Forum: Consider liveability and environment when giving out awards in construction sector

In December, there were two Forum letters in which writers listed defects in their condominiums after they moved in and expressed disappointment with the developers and their main contractors, some of which were award winners for quality (Important to maintain quality control in construction sector, Dec 21, 2020; Developers, builders need to uphold construction quality standards, Dec 27, 2020).

There has been no response to these letters.

A little over three months ago, a relative of mine got the keys to his new executive condominium (EC). In that short span of time, the lifts in his block malfunctioned so many times they had to be shut down for major repairs not once, but twice.

The balcony drainage was choked with construction debris upon handover, and the paintwork in his unit is already peeling.

In the residents' chat group, others have said they are having quality issues, like rust forming on balcony railings, water seepage marks on walls, rust spots appearing on kitchen sinks, and more.

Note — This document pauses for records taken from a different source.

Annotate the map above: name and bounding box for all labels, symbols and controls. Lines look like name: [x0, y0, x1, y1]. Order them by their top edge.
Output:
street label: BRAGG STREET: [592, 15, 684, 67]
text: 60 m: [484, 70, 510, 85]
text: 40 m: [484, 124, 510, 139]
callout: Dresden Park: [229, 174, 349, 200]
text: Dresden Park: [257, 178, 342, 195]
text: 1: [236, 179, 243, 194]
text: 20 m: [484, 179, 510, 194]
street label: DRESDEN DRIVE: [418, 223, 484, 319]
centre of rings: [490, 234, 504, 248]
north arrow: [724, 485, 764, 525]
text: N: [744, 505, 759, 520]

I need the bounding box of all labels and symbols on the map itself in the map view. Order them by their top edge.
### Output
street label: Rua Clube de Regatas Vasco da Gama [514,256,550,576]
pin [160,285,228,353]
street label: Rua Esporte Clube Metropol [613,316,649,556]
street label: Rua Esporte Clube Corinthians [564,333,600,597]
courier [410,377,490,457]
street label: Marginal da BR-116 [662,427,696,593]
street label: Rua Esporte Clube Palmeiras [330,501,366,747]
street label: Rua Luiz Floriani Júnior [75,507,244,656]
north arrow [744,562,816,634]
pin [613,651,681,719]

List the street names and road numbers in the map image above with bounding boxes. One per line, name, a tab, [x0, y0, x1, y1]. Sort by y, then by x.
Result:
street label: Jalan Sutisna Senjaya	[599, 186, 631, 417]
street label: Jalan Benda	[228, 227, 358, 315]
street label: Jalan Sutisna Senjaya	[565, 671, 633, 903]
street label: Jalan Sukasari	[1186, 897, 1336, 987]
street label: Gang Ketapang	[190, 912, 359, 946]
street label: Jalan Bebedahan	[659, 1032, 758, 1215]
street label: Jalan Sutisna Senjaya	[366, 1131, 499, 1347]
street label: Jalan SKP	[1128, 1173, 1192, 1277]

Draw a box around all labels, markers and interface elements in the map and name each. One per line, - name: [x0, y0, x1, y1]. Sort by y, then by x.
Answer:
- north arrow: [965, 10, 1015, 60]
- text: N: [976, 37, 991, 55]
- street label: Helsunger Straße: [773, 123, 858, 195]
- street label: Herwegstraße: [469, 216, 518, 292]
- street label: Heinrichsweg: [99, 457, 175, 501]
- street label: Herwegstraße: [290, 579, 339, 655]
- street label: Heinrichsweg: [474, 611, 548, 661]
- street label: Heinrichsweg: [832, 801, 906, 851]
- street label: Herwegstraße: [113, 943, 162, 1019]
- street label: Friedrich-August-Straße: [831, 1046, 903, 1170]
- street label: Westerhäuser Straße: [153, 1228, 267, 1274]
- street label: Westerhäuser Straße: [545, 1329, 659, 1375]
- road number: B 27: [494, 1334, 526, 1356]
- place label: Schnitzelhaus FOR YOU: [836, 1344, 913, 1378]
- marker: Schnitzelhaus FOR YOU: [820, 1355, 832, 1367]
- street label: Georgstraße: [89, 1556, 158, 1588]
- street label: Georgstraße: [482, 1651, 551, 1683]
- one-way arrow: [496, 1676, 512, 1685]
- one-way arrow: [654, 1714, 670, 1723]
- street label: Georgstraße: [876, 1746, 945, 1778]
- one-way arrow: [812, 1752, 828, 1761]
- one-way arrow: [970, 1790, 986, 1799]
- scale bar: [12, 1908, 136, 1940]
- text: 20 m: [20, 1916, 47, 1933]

There are also leaking tap joints - rubber gaskets that seal the connection are missing. How could such basics be missed?

Yet the developer of the EC and its main contractors were recently given top awards by the Building and Construction Authority (BCA).

That residents' lived experiences are not at that top level suggest the award system needs a relook, not least to include the building occupants' feedback.

I also feel BCA's award criteria are lacking in two important areas: liveability and climate change considerations.

It is not uncommon to see residential units with tiny bedrooms, yet including three or four toilets and an oversized balcony being marketed.

On climate-related issues, it is almost a trend to build condos with facades made entirely of glass. This is hardly suitable for a tropical climate like ours.

It results in units baking in the sun and most times, residents have to switch on air-conditioning to counter the heat. Why do away with the good old combination of brick walls and windows?

Also, little to no consideration is given for residents' need to sun their laundry. With the abundance of sunlight here, it is an irony that developers expect people to make more use of clothes dryers.

All these moves to consume more electricity needlessly are just racing our earth to its death.

BCA should consider these factors when assessing the winners of its annual awards.